The Foças: North of İzmir, Eski (Old) and Yeni (New) Foça have become increasingly popular with Turkish tourists and the supply of accommodation is barely keeping pace with the growing numbers, especially at weekends. At Eski Foça, a fine Genoese castle on a headland between two harbors is being beautifully restored, while Yeni Foça offers street upon street of pretty little 19th-century townhouses backing onto a small stretch of shingle.
İzmir: On a tight schedule you might want to give İzmir a miss if only to avoid the big-city agro of having to get to grips with an unfamiliar public transport system. That said, the coming of the İzban light railway has made the town center much easier to navigate than it used to be and drops passengers within walking distance of the impressive remains of the Roman agora at Basmane. Restaurants strung out along the waterfront between Konak and Alsancak make pleasant places to watch the sun go down over the Gulf of İzmir.
Çeşme and Alaçatı: West of İzmir, Alaçatı is second only to Bodrum when it comes to the favored summer watering holes of İstanbul’s more moneyed set. The small-scale charms of what was until recently an abandoned settlement of small Greek houses with jutting wooden cumbas (bay windows) are best appreciated in the shoulder seasons, when the crowds thin out before the hotels shut up shop for winter. On a tight budget, you can forget staying in Alaçatı, in which case it’s good news that the town of Çeşme is only a short bus ride away. Çeşme’s hotels also charge over the odds to stay within easy reach of a huge Ottoman castle overlooking a harbor but there are also plenty of cheaper backstreet pensions to pick from as well as cafes and restaurants aimed at a non-plutocratic, non-gourmet clientele.
Selçuk, Kuşadası, Şirince and Ephesus: If Pergamum is the most impressive ancient site north of İzmir, Ephesus is by far the most impressive ruin to its south. Inevitably, the remains of what was once the biggest town in Asia Minor are swamped with visitors, especially when cruise ships are moored in İzmir, which they usually are throughout the summer. Make life easy for yourself and stay within walking distance of them in Selçuk, the small town that was its successor and comes with a fine selection of medieval monuments of its own. Selçuk is also within easy reach of decent beaches at Pamucak and Yoncaköy. In the hills above Selçuk, Şirince offers a fine choice of hotels in restored Ottoman houses with great views. Kuşadası is party central with small built-up beaches easily accessible to north and south, and quieter, more appealing coves hidden inside the Dilek Peninsula National Park to the southwest.

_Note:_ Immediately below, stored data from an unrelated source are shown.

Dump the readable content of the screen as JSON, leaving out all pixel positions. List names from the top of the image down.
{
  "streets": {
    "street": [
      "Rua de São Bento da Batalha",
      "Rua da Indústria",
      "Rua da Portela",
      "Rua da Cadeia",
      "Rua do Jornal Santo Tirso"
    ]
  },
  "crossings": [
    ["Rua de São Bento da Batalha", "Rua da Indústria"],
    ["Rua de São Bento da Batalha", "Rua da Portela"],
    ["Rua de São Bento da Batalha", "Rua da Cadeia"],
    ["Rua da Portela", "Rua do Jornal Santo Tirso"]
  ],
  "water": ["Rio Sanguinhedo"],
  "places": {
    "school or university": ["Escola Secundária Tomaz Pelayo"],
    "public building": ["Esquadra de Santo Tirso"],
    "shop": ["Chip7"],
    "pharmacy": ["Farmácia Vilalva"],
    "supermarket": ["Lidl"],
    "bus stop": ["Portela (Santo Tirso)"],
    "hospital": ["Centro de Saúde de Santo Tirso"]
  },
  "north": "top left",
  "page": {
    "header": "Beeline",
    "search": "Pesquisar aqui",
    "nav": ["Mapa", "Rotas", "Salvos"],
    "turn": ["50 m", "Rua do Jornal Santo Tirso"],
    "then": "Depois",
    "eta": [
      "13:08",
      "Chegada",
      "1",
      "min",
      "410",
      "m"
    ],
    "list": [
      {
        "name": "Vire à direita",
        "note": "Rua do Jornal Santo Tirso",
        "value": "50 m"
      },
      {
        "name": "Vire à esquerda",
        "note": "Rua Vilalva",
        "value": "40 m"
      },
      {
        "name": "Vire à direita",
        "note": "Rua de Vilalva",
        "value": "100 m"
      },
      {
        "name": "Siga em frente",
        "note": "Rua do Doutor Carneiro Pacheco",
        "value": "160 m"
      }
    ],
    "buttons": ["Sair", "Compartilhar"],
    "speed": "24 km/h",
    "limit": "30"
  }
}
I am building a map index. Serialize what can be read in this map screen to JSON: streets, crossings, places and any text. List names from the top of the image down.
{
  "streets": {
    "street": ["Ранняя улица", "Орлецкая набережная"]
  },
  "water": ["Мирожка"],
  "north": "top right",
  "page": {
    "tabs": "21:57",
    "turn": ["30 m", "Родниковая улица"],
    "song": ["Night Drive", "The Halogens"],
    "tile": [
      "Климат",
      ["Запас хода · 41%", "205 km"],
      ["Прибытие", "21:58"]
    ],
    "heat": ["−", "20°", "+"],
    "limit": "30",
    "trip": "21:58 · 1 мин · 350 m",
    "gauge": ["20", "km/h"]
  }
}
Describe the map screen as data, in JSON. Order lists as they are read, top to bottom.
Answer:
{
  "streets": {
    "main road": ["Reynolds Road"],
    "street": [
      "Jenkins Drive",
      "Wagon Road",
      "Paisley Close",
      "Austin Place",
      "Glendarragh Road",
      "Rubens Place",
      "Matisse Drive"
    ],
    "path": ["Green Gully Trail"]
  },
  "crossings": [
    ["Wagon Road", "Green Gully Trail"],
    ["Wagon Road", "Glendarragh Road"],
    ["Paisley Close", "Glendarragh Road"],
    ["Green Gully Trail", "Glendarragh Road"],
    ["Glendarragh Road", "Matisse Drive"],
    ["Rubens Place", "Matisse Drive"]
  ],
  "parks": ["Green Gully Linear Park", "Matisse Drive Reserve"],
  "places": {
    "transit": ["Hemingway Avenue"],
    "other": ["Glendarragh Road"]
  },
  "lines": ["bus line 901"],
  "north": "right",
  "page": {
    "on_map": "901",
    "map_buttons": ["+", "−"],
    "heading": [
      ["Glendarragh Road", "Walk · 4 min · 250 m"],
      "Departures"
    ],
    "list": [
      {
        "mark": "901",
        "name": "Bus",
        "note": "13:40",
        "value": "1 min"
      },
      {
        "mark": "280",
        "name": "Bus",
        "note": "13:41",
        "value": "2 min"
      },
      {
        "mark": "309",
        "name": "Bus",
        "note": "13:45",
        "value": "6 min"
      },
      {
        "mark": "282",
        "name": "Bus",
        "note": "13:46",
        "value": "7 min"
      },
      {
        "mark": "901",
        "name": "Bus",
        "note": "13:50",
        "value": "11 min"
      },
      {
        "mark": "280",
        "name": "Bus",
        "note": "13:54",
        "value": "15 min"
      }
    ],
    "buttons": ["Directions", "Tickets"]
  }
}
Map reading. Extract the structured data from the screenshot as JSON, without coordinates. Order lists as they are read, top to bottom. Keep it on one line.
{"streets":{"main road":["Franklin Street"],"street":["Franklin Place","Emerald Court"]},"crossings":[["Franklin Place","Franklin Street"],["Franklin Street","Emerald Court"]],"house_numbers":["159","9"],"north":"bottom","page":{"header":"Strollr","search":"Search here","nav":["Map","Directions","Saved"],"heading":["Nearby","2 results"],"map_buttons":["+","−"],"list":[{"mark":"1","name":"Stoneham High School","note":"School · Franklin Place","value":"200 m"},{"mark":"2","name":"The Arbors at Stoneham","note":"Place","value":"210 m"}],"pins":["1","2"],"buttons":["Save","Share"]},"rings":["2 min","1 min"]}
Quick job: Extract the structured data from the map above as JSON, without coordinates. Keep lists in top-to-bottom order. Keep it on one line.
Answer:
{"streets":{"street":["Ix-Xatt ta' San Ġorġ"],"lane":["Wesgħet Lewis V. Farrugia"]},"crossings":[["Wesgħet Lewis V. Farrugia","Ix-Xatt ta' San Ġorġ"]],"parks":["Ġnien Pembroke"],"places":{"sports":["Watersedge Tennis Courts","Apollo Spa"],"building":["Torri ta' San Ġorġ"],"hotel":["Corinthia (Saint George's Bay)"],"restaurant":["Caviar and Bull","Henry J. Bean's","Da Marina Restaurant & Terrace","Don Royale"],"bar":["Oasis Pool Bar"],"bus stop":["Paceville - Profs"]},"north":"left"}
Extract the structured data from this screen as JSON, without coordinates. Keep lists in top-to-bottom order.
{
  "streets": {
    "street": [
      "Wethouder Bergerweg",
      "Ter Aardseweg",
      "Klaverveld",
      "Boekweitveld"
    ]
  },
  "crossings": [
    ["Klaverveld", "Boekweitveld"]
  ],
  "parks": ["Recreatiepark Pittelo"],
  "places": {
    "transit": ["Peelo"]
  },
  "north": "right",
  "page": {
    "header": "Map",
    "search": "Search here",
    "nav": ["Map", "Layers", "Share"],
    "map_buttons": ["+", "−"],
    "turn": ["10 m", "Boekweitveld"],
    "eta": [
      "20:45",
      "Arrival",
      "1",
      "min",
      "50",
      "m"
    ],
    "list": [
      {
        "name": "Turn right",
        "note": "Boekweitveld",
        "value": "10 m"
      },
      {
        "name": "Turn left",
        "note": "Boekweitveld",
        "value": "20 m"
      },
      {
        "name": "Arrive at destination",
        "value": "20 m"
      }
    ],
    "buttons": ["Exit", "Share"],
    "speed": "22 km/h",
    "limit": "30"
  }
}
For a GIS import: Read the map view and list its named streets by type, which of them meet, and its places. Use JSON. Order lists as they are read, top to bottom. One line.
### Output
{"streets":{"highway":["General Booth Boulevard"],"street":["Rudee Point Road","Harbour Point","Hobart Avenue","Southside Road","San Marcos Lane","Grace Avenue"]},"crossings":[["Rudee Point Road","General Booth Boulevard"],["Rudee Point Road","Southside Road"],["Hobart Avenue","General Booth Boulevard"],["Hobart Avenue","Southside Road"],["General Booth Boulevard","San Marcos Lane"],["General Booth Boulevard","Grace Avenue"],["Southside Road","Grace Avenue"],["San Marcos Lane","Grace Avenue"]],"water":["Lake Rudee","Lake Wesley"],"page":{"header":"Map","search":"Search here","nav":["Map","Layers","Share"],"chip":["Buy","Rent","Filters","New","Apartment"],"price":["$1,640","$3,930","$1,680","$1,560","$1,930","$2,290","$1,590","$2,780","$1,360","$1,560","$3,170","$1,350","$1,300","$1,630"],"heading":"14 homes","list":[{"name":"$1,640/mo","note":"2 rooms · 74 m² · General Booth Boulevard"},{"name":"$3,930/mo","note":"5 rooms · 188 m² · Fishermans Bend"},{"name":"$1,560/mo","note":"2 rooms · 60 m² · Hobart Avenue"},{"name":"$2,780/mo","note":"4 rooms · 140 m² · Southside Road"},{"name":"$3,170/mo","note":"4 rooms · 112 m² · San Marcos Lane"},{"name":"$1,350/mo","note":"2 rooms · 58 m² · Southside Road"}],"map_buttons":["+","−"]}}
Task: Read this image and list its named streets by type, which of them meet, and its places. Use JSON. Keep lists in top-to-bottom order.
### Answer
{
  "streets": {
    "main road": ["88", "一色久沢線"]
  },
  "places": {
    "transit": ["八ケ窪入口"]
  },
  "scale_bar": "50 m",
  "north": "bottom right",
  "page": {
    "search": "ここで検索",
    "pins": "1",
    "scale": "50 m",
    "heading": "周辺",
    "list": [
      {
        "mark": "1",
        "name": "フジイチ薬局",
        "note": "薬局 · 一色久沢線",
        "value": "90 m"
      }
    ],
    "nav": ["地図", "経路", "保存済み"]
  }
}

Bodrum and the Bodrum Peninsula: At the southern end of the Aegean coast, Bodrum is very popular with Turks, for whom an ever-growing selection of pricy hotels, restaurants and second homes are being built, rather overshadowing the erstwhile small-scale appeal of the old town center, where whitewashed houses trip down narrow streets to a glorious water-side promenade dominated by a giant 15th-century castle. It’s the same story out on the peninsula, where the separate resorts come closer to merging into each other with every passing year. Gümüşlük to the northwest has the prettiest setting, with the slight remains of ancient Mindos dotting the sandy beach and running out onto Tavşan Adası (Rabbit Island).